**TASK STATEMENT**. Find how many lines in the listing below include the word "text". Give that number only.

**EXTRACTED DATA**.
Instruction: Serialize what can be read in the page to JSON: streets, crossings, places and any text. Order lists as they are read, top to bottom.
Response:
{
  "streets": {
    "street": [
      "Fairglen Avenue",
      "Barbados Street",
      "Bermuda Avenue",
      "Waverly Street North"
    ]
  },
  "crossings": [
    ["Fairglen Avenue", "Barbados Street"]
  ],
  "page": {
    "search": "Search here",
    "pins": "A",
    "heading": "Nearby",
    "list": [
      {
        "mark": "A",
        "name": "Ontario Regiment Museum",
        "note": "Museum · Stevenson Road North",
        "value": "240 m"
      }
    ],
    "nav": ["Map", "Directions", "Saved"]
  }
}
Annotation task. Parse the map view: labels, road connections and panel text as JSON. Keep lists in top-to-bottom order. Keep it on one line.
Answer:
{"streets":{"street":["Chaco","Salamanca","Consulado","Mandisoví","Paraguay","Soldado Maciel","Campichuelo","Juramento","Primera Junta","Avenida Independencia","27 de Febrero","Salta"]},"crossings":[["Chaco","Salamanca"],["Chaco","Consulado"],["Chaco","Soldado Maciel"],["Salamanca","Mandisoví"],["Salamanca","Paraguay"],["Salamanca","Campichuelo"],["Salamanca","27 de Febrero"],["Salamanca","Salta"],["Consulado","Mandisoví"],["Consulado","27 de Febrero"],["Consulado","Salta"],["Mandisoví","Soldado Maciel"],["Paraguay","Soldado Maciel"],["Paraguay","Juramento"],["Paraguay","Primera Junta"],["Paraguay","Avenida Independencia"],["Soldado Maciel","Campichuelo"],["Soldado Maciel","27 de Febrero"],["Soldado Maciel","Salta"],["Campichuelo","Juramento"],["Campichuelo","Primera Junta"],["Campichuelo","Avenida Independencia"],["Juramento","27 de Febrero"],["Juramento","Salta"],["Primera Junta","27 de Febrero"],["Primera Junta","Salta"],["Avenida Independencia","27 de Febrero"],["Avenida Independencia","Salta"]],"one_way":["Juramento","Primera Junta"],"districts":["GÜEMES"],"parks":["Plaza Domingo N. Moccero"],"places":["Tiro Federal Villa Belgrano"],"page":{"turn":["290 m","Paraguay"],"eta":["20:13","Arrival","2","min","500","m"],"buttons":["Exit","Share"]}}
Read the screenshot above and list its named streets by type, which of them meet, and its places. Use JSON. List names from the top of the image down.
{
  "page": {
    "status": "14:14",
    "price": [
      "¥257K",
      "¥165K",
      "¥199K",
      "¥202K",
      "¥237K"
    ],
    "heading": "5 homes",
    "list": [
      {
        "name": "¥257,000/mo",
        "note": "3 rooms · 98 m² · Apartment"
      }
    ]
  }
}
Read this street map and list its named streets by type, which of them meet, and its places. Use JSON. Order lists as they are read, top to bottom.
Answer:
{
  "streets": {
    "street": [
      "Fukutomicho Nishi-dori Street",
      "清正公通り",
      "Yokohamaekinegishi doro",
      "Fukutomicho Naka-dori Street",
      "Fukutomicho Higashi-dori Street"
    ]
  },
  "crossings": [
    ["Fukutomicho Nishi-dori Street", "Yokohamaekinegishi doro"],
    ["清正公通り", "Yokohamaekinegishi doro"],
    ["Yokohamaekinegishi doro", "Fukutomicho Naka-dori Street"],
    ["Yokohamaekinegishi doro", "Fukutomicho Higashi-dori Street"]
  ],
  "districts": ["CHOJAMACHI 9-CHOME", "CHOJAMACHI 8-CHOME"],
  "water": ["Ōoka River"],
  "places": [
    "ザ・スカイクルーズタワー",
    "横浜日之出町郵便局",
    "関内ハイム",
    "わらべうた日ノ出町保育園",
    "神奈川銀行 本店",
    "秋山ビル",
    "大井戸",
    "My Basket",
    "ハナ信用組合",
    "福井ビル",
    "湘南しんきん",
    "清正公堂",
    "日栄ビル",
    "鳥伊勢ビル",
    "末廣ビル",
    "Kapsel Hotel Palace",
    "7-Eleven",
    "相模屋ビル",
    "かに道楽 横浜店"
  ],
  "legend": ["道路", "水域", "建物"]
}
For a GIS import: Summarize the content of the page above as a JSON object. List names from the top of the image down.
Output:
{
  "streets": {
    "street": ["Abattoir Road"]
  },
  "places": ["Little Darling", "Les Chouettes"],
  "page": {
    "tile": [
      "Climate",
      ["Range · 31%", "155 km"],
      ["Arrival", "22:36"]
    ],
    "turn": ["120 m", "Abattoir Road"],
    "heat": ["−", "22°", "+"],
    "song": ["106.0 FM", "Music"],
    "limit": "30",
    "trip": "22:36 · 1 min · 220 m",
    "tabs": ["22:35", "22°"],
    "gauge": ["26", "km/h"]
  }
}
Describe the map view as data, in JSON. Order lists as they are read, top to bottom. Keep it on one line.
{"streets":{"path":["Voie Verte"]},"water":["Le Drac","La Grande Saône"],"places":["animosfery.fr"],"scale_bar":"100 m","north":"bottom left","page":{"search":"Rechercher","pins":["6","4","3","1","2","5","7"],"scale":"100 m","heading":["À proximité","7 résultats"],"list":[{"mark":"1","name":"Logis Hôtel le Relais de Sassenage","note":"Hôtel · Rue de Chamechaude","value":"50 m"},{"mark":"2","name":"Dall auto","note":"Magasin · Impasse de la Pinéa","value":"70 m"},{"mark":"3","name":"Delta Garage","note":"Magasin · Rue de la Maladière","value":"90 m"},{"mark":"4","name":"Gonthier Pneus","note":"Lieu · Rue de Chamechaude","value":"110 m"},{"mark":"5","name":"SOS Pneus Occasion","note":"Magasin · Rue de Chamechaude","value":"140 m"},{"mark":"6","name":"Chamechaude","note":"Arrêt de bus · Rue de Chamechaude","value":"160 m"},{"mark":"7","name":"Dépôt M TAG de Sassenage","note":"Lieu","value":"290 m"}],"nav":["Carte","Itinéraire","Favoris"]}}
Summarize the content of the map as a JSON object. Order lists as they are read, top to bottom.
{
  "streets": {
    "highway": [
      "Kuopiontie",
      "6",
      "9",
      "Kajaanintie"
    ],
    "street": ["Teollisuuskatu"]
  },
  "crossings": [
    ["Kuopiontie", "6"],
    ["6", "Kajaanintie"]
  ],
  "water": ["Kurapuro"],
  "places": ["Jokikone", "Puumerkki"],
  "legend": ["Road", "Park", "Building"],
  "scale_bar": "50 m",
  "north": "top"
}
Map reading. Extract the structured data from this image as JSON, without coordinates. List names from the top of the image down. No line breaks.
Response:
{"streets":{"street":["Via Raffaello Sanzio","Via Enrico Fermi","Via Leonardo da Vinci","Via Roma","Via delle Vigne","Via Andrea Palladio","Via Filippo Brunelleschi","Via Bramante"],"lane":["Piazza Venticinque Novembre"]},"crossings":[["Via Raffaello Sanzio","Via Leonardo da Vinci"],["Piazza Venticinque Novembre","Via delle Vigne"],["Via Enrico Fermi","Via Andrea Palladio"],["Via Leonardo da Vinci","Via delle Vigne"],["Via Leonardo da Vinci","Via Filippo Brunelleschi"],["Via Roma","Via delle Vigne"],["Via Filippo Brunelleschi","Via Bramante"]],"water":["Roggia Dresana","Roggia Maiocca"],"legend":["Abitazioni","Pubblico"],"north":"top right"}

**OUTPUT FOR THIS TASK**. 2